Zufriedenheit als Erfolgsgeheimnis

Im letzten Jahr hat Ulrich das 20-jährige Bestehen ihrer Modeboutique gefeiert. Das Geheimnis ihres Erfolges? «Es gibt keines! Man muss im Leben lediglich lernen, auf das zu sehen, was man hat, anstatt zu beklagen, was einem fehlt», ist sie überzeugt. Sie sei zufrieden mit dem, was sie erreicht habe. Der Verführung, ihren Laden an einen anderen Standort zu verlegen oder einen Ableger zu eröffnen, habe sie widerstanden. In Städten und grösseren Ortschaften herrsche in der Modebranche eine harte Konkurrenz.
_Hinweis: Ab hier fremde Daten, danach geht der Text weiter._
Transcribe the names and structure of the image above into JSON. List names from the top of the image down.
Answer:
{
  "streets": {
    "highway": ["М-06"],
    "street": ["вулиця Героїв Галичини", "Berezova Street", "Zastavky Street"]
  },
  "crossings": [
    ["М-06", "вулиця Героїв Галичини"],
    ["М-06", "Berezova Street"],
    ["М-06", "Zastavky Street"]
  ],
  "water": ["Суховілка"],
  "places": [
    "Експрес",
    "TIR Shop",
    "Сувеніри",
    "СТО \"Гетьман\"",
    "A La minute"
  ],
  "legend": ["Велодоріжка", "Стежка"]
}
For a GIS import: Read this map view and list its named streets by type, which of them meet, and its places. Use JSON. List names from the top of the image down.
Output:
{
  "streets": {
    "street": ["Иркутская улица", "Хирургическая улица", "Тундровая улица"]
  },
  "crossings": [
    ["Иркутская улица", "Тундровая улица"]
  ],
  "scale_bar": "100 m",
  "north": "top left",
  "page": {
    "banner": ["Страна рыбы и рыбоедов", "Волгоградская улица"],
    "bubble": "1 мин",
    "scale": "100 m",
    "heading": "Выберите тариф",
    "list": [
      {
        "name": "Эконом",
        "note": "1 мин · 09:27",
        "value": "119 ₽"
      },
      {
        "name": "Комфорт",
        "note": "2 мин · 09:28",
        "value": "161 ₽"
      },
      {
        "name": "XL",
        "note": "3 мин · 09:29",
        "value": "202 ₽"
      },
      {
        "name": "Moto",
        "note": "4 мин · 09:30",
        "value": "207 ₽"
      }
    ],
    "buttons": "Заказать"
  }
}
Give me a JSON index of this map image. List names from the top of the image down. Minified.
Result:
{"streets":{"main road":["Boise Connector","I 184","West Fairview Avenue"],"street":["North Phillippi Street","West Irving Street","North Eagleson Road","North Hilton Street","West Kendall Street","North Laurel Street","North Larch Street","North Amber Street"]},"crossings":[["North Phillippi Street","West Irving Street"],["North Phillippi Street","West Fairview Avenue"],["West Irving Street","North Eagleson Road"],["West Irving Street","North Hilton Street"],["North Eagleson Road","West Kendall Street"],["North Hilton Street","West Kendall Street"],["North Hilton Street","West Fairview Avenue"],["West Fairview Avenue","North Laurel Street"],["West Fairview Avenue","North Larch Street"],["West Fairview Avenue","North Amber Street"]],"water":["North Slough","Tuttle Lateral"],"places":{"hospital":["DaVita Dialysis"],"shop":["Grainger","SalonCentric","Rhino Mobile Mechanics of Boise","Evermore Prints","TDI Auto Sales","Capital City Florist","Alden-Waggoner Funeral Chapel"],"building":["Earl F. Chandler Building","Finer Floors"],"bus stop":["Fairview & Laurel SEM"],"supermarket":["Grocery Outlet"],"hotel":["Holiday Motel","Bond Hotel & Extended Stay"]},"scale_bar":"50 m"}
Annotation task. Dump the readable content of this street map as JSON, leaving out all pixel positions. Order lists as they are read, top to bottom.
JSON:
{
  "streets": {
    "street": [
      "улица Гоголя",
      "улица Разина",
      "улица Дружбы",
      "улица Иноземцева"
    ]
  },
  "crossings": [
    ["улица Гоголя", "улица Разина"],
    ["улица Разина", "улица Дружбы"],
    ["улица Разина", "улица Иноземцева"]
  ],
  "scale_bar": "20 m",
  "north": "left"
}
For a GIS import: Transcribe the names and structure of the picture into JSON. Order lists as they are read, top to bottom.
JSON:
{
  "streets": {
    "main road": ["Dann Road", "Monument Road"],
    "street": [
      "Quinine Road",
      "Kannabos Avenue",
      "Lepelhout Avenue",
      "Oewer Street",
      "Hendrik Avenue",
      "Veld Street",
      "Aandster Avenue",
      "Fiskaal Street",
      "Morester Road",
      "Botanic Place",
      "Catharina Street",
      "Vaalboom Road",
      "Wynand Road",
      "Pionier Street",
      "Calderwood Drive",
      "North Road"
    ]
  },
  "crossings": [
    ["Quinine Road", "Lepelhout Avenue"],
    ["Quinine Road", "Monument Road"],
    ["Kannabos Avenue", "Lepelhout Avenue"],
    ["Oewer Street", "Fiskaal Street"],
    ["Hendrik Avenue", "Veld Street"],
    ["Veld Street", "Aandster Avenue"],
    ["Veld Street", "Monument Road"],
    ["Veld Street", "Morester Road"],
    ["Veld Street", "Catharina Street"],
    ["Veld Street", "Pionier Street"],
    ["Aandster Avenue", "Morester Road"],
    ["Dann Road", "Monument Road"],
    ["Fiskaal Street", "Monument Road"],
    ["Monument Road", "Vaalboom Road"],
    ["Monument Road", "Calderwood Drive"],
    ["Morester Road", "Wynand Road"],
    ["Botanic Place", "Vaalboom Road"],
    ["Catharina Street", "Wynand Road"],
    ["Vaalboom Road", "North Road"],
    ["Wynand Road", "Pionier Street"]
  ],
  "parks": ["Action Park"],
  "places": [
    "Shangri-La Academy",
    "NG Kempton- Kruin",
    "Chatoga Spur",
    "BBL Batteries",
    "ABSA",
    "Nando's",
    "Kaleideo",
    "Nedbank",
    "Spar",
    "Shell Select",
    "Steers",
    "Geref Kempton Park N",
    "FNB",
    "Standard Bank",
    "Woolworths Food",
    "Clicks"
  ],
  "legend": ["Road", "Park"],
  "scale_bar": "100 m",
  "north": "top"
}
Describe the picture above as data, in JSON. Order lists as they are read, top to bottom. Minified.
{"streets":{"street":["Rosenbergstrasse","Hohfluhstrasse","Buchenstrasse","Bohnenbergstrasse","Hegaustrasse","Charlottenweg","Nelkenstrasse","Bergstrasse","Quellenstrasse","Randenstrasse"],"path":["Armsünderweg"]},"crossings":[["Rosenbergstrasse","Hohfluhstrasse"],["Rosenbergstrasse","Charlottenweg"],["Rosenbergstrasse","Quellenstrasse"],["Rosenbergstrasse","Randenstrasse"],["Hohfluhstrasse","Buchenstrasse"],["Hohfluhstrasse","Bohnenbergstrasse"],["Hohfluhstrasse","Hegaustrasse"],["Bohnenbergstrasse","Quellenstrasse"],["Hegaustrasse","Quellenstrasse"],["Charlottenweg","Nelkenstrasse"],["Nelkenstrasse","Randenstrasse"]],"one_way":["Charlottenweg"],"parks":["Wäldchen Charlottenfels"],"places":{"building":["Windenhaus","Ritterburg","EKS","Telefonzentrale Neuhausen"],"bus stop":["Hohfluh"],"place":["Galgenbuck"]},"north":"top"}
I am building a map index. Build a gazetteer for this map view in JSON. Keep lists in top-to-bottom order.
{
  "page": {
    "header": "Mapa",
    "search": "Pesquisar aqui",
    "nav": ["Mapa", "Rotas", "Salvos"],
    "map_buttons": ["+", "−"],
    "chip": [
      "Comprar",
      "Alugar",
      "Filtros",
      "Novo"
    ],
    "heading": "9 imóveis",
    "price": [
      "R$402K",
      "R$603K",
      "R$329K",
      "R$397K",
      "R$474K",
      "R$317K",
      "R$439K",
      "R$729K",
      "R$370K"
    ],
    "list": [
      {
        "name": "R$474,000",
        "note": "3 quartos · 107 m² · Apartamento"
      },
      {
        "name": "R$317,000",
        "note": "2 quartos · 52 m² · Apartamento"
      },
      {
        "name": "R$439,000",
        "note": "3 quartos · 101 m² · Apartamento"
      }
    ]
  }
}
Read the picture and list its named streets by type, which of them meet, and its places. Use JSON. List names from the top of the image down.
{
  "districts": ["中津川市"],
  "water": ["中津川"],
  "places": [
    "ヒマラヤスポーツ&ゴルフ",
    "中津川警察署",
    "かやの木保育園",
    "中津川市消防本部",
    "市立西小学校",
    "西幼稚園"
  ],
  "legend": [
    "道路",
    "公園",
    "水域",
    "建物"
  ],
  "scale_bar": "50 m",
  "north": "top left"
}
Die Verkaufszahlen stünden stets im Vordergrund – darunter leide die Beziehung zu den Kunden.

Ulrich dagegen ist froh darüber, dass sie sich auf dem Land der Anonymität und dem Druck, einen möglichst grossen Umsatz zu erzielen, entziehen kann. Das Schönste an ihrem Beruf sei nämlich die Begegnung mit anderen Menschen, wie sie betont: «Ich schätze es, meine Kundinnen persönlich und individuell zu beraten. Das braucht zwar viel Zeit, aber die nehme ich mir gerne!»